* **Problem description**
Make an exact copy of every entry.

* **Raw data**
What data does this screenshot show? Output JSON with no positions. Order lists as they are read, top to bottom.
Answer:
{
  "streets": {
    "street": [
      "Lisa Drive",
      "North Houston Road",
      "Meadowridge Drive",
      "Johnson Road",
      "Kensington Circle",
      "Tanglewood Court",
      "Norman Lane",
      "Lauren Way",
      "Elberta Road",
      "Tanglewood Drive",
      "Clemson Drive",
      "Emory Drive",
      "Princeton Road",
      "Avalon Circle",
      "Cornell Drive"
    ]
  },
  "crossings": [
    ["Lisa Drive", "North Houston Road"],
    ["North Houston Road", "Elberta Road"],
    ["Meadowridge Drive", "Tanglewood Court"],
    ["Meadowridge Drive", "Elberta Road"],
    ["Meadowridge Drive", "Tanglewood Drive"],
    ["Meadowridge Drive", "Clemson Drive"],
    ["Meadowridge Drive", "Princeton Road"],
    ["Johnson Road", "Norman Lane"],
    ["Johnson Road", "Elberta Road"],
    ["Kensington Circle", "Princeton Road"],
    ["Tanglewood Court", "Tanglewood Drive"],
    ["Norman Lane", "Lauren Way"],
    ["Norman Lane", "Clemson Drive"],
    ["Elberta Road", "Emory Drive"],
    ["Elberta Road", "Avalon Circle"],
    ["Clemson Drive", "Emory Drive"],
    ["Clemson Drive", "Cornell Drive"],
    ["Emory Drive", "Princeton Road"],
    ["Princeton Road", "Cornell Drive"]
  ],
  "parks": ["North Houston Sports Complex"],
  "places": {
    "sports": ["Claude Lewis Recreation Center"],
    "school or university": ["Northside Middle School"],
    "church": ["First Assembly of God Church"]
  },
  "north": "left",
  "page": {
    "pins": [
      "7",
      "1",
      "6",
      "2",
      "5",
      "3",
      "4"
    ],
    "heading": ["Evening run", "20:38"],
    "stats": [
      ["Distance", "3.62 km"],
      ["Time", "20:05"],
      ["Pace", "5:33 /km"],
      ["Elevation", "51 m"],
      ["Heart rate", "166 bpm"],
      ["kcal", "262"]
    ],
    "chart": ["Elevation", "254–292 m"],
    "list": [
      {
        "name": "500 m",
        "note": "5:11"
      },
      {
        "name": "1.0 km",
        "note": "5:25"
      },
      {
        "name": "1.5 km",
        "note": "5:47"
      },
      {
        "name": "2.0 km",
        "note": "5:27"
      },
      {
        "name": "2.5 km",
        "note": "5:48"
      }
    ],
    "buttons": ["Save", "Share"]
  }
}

* **Exercise solution**
What data does this screenshot show? Output JSON with no positions. Order lists as they are read, top to bottom.
Answer:
{
  "streets": {
    "street": [
      "Lisa Drive",
      "North Houston Road",
      "Meadowridge Drive",
      "Johnson Road",
      "Kensington Circle",
      "Tanglewood Court",
      "Norman Lane",
      "Lauren Way",
      "Elberta Road",
      "Tanglewood Drive",
      "Clemson Drive",
      "Emory Drive",
      "Princeton Road",
      "Avalon Circle",
      "Cornell Drive"
    ]
  },
  "crossings": [
    ["Lisa Drive", "North Houston Road"],
    ["North Houston Road", "Elberta Road"],
    ["Meadowridge Drive", "Tanglewood Court"],
    ["Meadowridge Drive", "Elberta Road"],
    ["Meadowridge Drive", "Tanglewood Drive"],
    ["Meadowridge Drive", "Clemson Drive"],
    ["Meadowridge Drive", "Princeton Road"],
    ["Johnson Road", "Norman Lane"],
    ["Johnson Road", "Elberta Road"],
    ["Kensington Circle", "Princeton Road"],
    ["Tanglewood Court", "Tanglewood Drive"],
    ["Norman Lane", "Lauren Way"],
    ["Norman Lane", "Clemson Drive"],
    ["Elberta Road", "Emory Drive"],
    ["Elberta Road", "Avalon Circle"],
    ["Clemson Drive", "Emory Drive"],
    ["Clemson Drive", "Cornell Drive"],
    ["Emory Drive", "Princeton Road"],
    ["Princeton Road", "Cornell Drive"]
  ],
  "parks": ["North Houston Sports Complex"],
  "places": {
    "sports": ["Claude Lewis Recreation Center"],
    "school or university": ["Northside Middle School"],
    "church": ["First Assembly of God Church"]
  },
  "north": "left",
  "page": {
    "pins": [
      "7",
      "1",
      "6",
      "2",
      "5",
      "3",
      "4"
    ],
    "heading": ["Evening run", "20:38"],
    "stats": [
      ["Distance", "3.62 km"],
      ["Time", "20:05"],
      ["Pace", "5:33 /km"],
      ["Elevation", "51 m"],
      ["Heart rate", "166 bpm"],
      ["kcal", "262"]
    ],
    "chart": ["Elevation", "254–292 m"],
    "list": [
      {
        "name": "500 m",
        "note": "5:11"
      },
      {
        "name": "1.0 km",
        "note": "5:25"
      },
      {
        "name": "1.5 km",
        "note": "5:47"
      },
      {
        "name": "2.0 km",
        "note": "5:27"
      },
      {
        "name": "2.5 km",
        "note": "5:48"
      }
    ],
    "buttons": ["Save", "Share"]
  }
}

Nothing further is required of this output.